I’ve had 3 weeks to reflect on the last WILD Women adventure and finally am writing to tell you all about it.
Where do I even begin… If I had to pick one word for this adventure, it would be healing.
I never know what to expect going into one of these powerful weekends, but the amount of energy, empowerment, and growth that the WILD Sierra Buttes weekend provided has left me speechless. That is why it’s taken me a several weeks to even get my feelings written down.
Like the other adventures, we had a weekend full of laughter, physical and mental challenges, new friends and old, incredible connection with mother nature, and escaping the craziness of life to take time for ourselves.

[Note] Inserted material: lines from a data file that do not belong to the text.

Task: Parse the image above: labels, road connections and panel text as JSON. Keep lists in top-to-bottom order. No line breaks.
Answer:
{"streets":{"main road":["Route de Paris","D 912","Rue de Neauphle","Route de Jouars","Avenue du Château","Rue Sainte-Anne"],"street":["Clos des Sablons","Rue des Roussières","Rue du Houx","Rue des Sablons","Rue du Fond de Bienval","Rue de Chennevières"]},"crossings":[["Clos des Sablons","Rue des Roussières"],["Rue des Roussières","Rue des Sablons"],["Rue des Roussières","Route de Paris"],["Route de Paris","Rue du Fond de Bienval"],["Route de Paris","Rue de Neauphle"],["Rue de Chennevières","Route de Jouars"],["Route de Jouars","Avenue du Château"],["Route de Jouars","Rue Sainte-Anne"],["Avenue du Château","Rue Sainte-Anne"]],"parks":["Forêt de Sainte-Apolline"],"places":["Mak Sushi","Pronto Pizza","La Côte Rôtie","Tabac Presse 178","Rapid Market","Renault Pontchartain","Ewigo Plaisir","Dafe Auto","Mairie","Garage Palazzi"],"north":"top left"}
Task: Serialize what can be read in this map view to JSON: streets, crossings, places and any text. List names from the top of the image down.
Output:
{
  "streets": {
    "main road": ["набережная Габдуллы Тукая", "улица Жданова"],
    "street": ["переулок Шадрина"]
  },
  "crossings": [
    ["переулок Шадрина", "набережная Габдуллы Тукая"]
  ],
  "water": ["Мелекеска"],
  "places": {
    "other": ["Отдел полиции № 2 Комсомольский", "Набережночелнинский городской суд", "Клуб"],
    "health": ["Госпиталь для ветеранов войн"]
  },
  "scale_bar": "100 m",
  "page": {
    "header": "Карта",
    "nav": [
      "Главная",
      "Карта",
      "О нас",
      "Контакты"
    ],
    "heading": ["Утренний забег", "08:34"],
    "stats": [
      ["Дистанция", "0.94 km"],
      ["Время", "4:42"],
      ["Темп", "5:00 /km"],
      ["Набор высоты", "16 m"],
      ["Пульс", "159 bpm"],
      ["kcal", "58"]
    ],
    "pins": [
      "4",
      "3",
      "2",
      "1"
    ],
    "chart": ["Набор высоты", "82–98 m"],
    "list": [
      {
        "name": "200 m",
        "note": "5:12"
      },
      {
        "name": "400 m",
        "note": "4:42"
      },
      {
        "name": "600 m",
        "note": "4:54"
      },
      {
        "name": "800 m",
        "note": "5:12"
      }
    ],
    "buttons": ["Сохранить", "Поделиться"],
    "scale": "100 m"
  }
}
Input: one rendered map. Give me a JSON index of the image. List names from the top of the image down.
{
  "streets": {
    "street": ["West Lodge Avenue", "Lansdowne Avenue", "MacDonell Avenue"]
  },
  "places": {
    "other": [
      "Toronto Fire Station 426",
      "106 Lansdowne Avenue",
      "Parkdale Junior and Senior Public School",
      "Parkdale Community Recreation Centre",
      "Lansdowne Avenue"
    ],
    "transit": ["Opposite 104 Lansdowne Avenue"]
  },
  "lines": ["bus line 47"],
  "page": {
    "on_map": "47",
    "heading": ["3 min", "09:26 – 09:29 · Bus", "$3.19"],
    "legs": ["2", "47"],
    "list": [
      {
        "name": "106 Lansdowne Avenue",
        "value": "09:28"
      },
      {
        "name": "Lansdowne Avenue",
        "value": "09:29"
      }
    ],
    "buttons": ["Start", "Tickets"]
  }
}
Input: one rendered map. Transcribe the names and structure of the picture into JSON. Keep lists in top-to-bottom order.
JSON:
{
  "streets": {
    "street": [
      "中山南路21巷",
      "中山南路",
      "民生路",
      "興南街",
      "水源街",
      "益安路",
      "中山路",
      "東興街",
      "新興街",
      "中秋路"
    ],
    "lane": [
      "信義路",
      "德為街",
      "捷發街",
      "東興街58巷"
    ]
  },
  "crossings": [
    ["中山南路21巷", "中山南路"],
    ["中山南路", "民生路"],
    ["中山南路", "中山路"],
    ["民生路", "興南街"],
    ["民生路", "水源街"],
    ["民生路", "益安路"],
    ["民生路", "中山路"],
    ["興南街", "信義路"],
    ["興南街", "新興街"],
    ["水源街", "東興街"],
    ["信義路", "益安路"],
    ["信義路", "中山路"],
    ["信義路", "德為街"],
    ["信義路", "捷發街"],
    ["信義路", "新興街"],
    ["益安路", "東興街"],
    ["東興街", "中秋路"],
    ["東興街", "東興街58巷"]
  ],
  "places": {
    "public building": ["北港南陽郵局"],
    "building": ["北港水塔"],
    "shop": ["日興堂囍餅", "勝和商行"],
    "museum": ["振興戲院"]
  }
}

What this weekend provided that I felt was different than the others at this point, was the aspect of healing. I had the pleasure of women coming that I have known from all different walks of life. Some of them just needed to remember what it’s like to take time for themselves. To heal the monotony of constantly giving to others and not cashing back in for themselves. Others, just needed a reminder that mother nature gives us a feeling of relaxation and calming that few other places provide. A healing from constant sympathetic nervous system dominance (fight or flight), to feeling that parasympathetic relaxation (rest and digest). Yet others, healed fears. Fear of physical challenges, fear of heights, fear of the unknown.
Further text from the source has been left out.